What is needed: Down to the final line, print each entry exactly.

Recorded information:
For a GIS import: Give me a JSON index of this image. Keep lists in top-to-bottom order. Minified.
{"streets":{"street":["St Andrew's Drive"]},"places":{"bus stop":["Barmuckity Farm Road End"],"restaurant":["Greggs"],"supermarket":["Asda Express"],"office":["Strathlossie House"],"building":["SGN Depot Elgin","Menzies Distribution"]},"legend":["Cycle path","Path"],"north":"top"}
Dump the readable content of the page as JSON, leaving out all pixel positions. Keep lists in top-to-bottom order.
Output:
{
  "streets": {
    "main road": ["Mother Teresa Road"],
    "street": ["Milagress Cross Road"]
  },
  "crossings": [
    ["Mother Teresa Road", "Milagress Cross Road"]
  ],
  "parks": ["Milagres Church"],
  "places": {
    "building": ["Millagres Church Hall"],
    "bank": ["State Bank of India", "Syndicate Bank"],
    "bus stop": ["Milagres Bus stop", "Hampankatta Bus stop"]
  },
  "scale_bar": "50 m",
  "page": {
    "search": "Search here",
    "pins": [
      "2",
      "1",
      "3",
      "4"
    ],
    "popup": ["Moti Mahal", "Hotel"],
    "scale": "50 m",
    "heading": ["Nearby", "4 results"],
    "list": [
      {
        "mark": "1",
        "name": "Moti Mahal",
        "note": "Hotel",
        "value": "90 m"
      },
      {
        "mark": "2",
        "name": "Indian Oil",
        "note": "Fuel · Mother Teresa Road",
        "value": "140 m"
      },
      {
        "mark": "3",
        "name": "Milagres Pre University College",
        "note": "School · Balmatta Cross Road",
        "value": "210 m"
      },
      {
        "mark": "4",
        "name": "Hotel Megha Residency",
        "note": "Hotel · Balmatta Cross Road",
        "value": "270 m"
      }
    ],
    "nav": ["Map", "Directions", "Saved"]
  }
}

Written response:
For a GIS import: Give me a JSON index of this image. Keep lists in top-to-bottom order. Minified.
{"streets":{"street":["St Andrew's Drive"]},"places":{"bus stop":["Barmuckity Farm Road End"],"restaurant":["Greggs"],"supermarket":["Asda Express"],"office":["Strathlossie House"],"building":["SGN Depot Elgin","Menzies Distribution"]},"legend":["Cycle path","Path"],"north":"top"}
Dump the readable content of the page as JSON, leaving out all pixel positions. Keep lists in top-to-bottom order.
Output:
{
  "streets": {
    "main road": ["Mother Teresa Road"],
    "street": ["Milagress Cross Road"]
  },
  "crossings": [
    ["Mother Teresa Road", "Milagress Cross Road"]
  ],
  "parks": ["Milagres Church"],
  "places": {
    "building": ["Millagres Church Hall"],
    "bank": ["State Bank of India", "Syndicate Bank"],
    "bus stop": ["Milagres Bus stop", "Hampankatta Bus stop"]
  },
  "scale_bar": "50 m",
  "page": {
    "search": "Search here",
    "pins": [
      "2",
      "1",
      "3",
      "4"
    ],
    "popup": ["Moti Mahal", "Hotel"],
    "scale": "50 m",
    "heading": ["Nearby", "4 results"],
    "list": [
      {
        "mark": "1",
        "name": "Moti Mahal",
        "note": "Hotel",
        "value": "90 m"
      },
      {
        "mark": "2",
        "name": "Indian Oil",
        "note": "Fuel · Mother Teresa Road",
        "value": "140 m"
      },
      {
        "mark": "3",
        "name": "Milagres Pre University College",
        "note": "School · Balmatta Cross Road",
        "value": "210 m"
      },
      {
        "mark": "4",
        "name": "Hotel Megha Residency",
        "note": "Hotel · Balmatta Cross Road",
        "value": "270 m"
      }
    ],
    "nav": ["Map", "Directions", "Saved"]
  }
}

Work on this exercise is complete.